Hearts really should come equipped with crash helmets. Then they wouldn’t get concussed so easily. See, that is what I have right now –concussion of the heart.
It’s kind of a shocking sensation and you wonder how you will cope with the bruises, and the swelling and the way the room seems too far away to focus on.

But, I’ve checked the warrantee and you can’t get a crash helmet, ever. In fact, you have to keep using your heart, even when it’s out of order. It’s the love law, or some crap like that.

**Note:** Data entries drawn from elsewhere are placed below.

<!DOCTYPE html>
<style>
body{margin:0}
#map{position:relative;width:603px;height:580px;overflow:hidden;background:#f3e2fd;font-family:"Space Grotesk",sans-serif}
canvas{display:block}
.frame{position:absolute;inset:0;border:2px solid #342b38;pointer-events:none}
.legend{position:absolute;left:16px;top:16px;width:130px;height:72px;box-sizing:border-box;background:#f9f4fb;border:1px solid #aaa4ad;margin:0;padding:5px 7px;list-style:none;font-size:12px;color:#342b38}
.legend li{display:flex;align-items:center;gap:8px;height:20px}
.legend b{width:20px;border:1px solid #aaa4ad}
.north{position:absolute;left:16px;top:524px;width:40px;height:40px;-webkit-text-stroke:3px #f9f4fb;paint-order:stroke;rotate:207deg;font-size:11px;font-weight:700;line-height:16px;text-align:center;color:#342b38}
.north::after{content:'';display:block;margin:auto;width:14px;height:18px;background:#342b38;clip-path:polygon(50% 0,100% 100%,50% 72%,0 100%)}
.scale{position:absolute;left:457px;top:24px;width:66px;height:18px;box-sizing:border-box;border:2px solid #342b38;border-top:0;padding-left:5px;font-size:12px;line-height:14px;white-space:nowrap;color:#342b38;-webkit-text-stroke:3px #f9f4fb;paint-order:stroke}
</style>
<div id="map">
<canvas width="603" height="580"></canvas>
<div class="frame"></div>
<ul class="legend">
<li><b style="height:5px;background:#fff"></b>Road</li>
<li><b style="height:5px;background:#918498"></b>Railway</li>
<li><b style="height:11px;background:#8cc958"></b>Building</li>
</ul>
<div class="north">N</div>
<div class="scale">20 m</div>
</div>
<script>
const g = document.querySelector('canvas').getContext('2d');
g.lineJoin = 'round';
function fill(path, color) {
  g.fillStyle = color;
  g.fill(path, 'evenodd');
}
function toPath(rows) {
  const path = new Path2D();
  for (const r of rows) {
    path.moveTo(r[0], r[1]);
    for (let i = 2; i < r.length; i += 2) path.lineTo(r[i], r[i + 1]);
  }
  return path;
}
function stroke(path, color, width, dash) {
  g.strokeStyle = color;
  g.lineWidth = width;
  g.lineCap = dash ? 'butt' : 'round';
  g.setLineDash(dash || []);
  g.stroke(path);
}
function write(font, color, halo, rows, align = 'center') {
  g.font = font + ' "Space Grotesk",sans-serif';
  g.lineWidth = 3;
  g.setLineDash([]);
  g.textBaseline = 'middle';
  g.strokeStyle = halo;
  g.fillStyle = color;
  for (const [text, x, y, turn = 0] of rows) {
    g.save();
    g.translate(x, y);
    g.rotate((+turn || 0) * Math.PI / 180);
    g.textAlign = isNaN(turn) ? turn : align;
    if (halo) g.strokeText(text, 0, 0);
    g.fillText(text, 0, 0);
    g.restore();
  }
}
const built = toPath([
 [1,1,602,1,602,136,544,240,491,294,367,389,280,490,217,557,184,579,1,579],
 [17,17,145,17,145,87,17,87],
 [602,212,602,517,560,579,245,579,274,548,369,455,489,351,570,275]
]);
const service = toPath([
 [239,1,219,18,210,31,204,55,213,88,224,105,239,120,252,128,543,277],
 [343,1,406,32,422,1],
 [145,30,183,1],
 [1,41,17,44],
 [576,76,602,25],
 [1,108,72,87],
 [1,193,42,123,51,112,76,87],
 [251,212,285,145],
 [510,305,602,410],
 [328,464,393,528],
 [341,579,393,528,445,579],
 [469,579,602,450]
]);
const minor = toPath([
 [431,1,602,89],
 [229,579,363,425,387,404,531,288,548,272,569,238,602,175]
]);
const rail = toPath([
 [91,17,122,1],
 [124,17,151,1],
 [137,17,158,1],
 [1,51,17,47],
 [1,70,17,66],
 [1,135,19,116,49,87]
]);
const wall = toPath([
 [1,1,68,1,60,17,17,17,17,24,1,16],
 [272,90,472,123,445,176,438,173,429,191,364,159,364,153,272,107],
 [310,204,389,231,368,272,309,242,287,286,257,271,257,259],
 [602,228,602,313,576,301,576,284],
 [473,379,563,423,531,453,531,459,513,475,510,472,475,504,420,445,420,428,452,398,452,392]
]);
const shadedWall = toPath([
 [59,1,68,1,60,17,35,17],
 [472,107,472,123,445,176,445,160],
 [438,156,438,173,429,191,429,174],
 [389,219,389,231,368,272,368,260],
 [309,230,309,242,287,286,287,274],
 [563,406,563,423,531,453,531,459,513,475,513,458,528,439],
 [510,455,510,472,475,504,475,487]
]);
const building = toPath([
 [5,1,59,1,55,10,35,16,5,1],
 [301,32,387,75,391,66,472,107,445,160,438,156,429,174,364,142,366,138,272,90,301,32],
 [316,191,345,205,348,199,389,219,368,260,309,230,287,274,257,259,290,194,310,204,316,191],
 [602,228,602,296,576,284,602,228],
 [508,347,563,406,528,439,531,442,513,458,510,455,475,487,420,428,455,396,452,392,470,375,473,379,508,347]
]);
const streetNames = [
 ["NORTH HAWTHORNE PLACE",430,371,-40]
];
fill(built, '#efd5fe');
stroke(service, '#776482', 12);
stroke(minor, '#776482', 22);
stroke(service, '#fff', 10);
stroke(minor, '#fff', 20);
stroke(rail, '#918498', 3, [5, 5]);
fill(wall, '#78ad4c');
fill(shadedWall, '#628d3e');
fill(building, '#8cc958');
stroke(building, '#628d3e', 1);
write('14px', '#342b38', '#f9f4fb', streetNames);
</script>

In fact – you have to still keep loving, hoping and dreaming – even in the middle of concussion.

Like who decided that?!

I have been told I cannot do respite care on the basis of a doctors opinion I’ve never met. I protested. Now, I have to go to my GP, who apparently knows me very well, and be asked a huge amount of questions, and even have the size of my hips measured and recorded! I’m a woman – I have hips – but they don’t need labelled. Maybe I’ll get anaesthetic.

My heart must be like – ok, is there a reason you have to keep chucking me out of large buildings to see if I bounce? Life is an odd fish – all I know is I really believe I was meant to ask about respite – and maybe it’s to open up another opportunity.

After years of saying – but I am disabled, I really am – it’s an odd thing to be confronted medically with – yes, you are, and we need to see if you actually can do this. I am torn between defending what I can’t do – and defending – actually I’m really, really good at this.

Yes, I am ill, but yes, I am able. This week, I dealt with the police and social work again - and found that I have adapted over time to being able to do it without palpitations and sleeplessness. Playwork is a difficult job at times – because sometimes you have to involve a high level of adult intervention and yet make it look all normal. Luckily, I got a good game of Blood Soup with the littler pixies this week to fortify my creative inner, ‘please can we just play games instead of do real life’ child.